Roomy had never been particularly athletic even in his high school and college days. He didn't have much of a base of knowledge to go from when his doctor advised him to lose weight and start getting some exercise. He was in his mid '30s, had a pot belly and mild high blood pressure. As part of a new year's resolution he joined an athletic club not far from work and resolved to start spending his lunch-times exercising, instead of in restaurants.
He didn't know quite what to expect from this unfamiliar environment the first day he walked into the work-out room. The place was filled with 20 or 30 machines specialized for exercising everything from the calf muscles all the way up to the neck. Ten or 15 people were in the room busily using the machines and he decided the best thing to do was simply to watch what others were doing and follow on.
After a few tries at the machines, he realized that he had no idea how much weight he should be using for a given exercise. A couple machines he had tried gave too little resistance, while others had so many plates selected that he could barely get one repetition completed (to his embarrassment). All the other guys and girls in the work-out room seemed like old hands at all this, leaving him feeling all the more obvious in his inadequacy. This got his hackles up and he elected to leave early and come back during the mid afternoon when he knew he would have the place more to himself. Then he could experiment with the machines and note what weights to use on each, away from the gaze of amused eyes.
As he had expected, the place was nearly empty when he returned. The aggravation of his earlier experience spurred him on in his determination to conquer the machines. He went from contraption to contraption experimenting with the number of weight plates for which he mild manage to make the cams and levers move along their prescribed paths.
His enthusiasm for the idea of getting healthy and fit grew as he drove himself to conquer every machine in the weight room. The full spirit of it all impelled him to forcing himself not to give up until he couldn't get out another repetition on each and every apparatus. Finally, he went to the showers feeling that he had really accomplished something. He had used his enthusiasm to confirm his commitment to himself to improve his health!
Unfortunately, while Rory’s enthusiasm gave him over to a spate of beginners' euphoria, his long-neglected muscles were soon to burst the bubble. They didn't appreciate such rough treatment after years of non-use. Roomy felt pain in every bit of his body the next morning. It was to be over a month before he went anywhere near that weight room again and then only after he had read everything and queried everybody he could on the right way to goes about weight training. He recalled that when he had learned to drive a car,
like everyone else he had taken it one careful step at a time. He hadn't just jumped behind the wheel and gone out on the freeway during rush hour.
Fat: Fat, perhaps no other word in our language is despised as much, nor focused on so intensely. Peoples are obsessed about fat—body fat—and how to get rid of it. We have been conditioned to view health and fitness in strictly black (fat) and white (fit) terms: A "fat" body cannot possibly be fit and healthy. This fat-versus-fit dichotomy, made popular in the 1970s with the publication of fitness guru Covert Bailey's "Fit or Fat?", has become the mantra of many a fitness and health professional. You don't have to read any more than the title to grasp the fundamental message of this perennial bestselling fitness bible: A person is either fit, or fat—but not both.
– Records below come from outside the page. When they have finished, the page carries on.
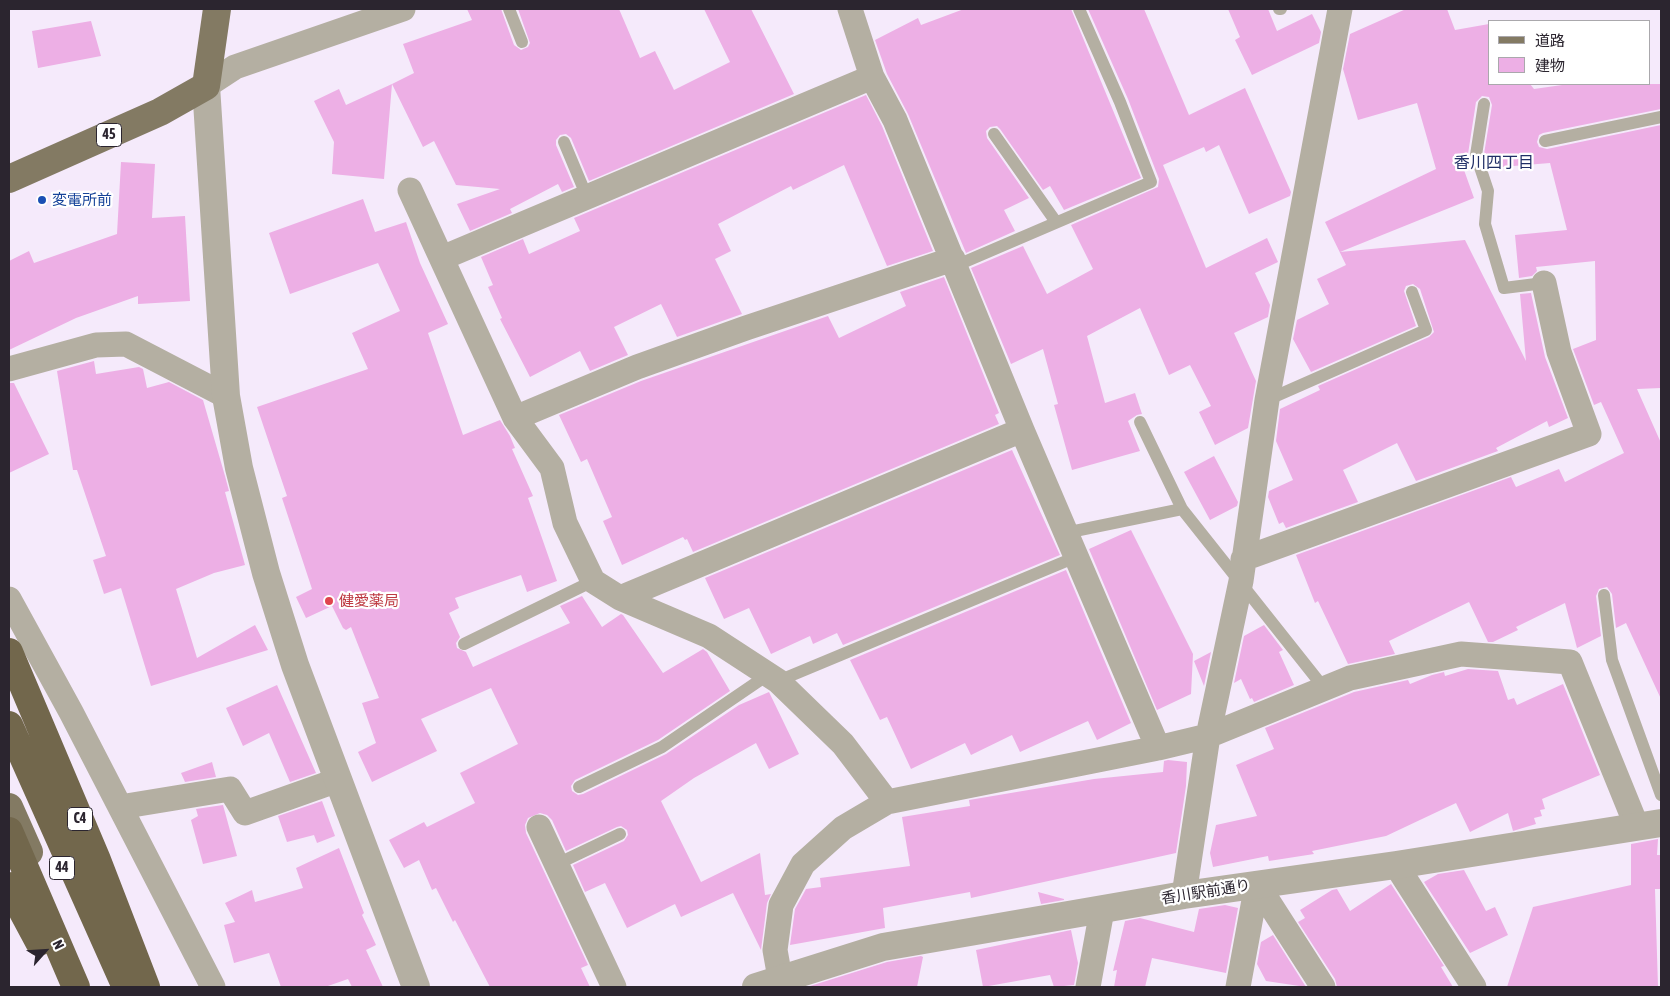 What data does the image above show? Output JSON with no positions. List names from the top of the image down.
{
  "streets": {
    "highway": ["C4"],
    "main road": ["45", "44"],
    "street": ["香川駅前通り"]
  },
  "districts": ["香川四丁目"],
  "places": ["変電所前", "健愛薬局"],
  "legend": ["道路", "建物"],
  "north": "top right"
}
The implications of this myopic fitness philosophy are obvious: The road to a fitter and healthier body is a very narrow one indeed. In order for a fat person to become fit and healthy, that person must lose weight and become lean. This of course implies that "lean" is inherently good and "fat" is inherently bad. Not only is this lipophobic paradigm overly simplistic, it does not stand up against a substantial amount of medical and scientific evidence.